The first line of the entries below, the line containing "function trace(path, color, width, dash)", and every line between them should be repeated exactly, and nothing else.

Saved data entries
------------------------------
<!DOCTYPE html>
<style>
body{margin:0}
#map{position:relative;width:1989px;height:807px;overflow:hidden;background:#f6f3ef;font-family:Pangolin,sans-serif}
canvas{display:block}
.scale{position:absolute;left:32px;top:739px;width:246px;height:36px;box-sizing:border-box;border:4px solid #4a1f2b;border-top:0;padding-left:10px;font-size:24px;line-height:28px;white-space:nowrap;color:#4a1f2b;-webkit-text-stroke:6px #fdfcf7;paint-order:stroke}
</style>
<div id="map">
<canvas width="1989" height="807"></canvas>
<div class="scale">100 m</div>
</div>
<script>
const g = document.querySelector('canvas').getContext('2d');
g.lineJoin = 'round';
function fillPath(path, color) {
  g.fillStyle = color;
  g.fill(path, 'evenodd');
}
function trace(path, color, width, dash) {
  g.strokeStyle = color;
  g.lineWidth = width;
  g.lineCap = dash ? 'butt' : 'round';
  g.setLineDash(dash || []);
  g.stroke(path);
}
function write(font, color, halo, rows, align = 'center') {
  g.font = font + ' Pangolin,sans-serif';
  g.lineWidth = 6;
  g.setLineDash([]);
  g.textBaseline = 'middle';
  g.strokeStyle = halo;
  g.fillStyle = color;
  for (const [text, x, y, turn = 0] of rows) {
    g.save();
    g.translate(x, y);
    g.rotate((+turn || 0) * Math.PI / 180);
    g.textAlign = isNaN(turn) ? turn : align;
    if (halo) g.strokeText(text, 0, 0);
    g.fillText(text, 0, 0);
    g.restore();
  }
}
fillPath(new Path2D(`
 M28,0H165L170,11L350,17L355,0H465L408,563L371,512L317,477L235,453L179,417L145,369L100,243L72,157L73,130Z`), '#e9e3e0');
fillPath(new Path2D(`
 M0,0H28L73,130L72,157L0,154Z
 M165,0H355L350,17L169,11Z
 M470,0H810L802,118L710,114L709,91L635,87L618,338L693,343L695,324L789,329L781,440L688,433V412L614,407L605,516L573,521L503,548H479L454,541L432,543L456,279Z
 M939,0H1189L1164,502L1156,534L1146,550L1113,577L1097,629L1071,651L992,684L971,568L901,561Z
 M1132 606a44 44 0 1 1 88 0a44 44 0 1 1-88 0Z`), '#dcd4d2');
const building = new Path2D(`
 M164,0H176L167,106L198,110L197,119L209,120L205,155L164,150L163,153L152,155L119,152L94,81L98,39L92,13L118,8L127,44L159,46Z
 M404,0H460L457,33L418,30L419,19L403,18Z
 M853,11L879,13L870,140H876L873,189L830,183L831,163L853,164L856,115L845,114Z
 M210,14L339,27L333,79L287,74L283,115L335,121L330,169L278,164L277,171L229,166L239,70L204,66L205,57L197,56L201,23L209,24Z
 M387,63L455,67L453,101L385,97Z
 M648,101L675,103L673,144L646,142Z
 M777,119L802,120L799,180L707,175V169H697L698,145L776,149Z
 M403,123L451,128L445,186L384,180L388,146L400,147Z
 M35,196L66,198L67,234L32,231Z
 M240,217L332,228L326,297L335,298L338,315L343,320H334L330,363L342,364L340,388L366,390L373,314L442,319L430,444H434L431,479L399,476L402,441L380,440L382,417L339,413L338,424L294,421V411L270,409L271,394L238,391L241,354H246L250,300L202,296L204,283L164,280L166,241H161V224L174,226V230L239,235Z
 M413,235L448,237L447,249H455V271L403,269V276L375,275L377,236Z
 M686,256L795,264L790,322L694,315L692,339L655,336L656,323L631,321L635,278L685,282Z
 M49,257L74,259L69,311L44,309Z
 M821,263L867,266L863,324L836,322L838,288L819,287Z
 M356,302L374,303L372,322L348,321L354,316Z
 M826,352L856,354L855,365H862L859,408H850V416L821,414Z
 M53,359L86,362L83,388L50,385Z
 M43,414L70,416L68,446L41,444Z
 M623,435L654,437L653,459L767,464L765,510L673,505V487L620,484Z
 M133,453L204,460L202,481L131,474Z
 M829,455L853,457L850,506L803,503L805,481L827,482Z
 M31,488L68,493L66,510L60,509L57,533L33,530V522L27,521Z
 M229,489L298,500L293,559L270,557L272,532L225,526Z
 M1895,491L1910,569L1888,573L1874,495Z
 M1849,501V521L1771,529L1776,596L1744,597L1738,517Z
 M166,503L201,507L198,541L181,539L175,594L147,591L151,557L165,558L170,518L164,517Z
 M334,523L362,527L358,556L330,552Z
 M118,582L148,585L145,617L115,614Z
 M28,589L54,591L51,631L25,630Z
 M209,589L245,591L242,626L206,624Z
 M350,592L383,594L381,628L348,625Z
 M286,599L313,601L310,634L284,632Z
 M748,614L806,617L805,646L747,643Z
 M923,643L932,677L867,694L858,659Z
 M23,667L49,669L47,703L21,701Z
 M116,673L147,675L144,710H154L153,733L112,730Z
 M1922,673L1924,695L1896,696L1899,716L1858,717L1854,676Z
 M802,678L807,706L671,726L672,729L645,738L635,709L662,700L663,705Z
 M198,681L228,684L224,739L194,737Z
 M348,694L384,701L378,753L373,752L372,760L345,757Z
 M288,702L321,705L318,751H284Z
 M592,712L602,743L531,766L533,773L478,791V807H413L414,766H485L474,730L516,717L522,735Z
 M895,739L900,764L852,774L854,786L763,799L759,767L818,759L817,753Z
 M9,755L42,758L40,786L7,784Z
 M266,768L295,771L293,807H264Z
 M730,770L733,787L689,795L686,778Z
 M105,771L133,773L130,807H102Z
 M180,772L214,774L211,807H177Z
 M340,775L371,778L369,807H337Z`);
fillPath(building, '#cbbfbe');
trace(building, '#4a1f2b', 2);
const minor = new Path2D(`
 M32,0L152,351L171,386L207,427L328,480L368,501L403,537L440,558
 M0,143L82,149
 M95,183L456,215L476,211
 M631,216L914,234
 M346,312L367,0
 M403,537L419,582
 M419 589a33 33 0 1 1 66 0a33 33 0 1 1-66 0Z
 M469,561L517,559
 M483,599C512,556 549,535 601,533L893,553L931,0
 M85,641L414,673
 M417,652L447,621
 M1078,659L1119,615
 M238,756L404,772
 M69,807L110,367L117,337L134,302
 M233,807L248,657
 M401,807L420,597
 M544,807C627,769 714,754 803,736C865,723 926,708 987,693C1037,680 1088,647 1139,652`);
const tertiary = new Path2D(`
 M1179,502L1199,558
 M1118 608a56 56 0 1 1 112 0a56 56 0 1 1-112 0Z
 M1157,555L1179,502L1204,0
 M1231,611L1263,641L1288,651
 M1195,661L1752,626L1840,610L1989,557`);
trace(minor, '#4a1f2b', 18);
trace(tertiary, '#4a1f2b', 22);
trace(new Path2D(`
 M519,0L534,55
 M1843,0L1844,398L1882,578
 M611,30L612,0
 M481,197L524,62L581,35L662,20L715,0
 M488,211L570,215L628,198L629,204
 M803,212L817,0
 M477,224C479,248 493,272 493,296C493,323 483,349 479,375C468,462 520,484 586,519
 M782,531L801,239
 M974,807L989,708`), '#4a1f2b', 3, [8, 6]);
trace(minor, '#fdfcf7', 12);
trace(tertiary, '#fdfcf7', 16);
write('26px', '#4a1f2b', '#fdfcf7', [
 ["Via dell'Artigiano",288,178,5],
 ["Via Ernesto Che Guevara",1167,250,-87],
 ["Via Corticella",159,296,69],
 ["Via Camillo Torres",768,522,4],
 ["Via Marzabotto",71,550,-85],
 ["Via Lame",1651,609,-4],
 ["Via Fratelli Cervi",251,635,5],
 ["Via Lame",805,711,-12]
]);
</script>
------------------------------
** ANSWER TO THIS TASK **
<!DOCTYPE html>
<style>
body{margin:0}
#map{position:relative;width:1989px;height:807px;overflow:hidden;background:#f6f3ef;font-family:Pangolin,sans-serif}
canvas{display:block}
.scale{position:absolute;left:32px;top:739px;width:246px;height:36px;box-sizing:border-box;border:4px solid #4a1f2b;border-top:0;padding-left:10px;font-size:24px;line-height:28px;white-space:nowrap;color:#4a1f2b;-webkit-text-stroke:6px #fdfcf7;paint-order:stroke}
</style>
<div id="map">
<canvas width="1989" height="807"></canvas>
<div class="scale">100 m</div>
</div>
<script>
const g = document.querySelector('canvas').getContext('2d');
g.lineJoin = 'round';
function fillPath(path, color) {
  g.fillStyle = color;
  g.fill(path, 'evenodd');
}
function trace(path, color, width, dash) {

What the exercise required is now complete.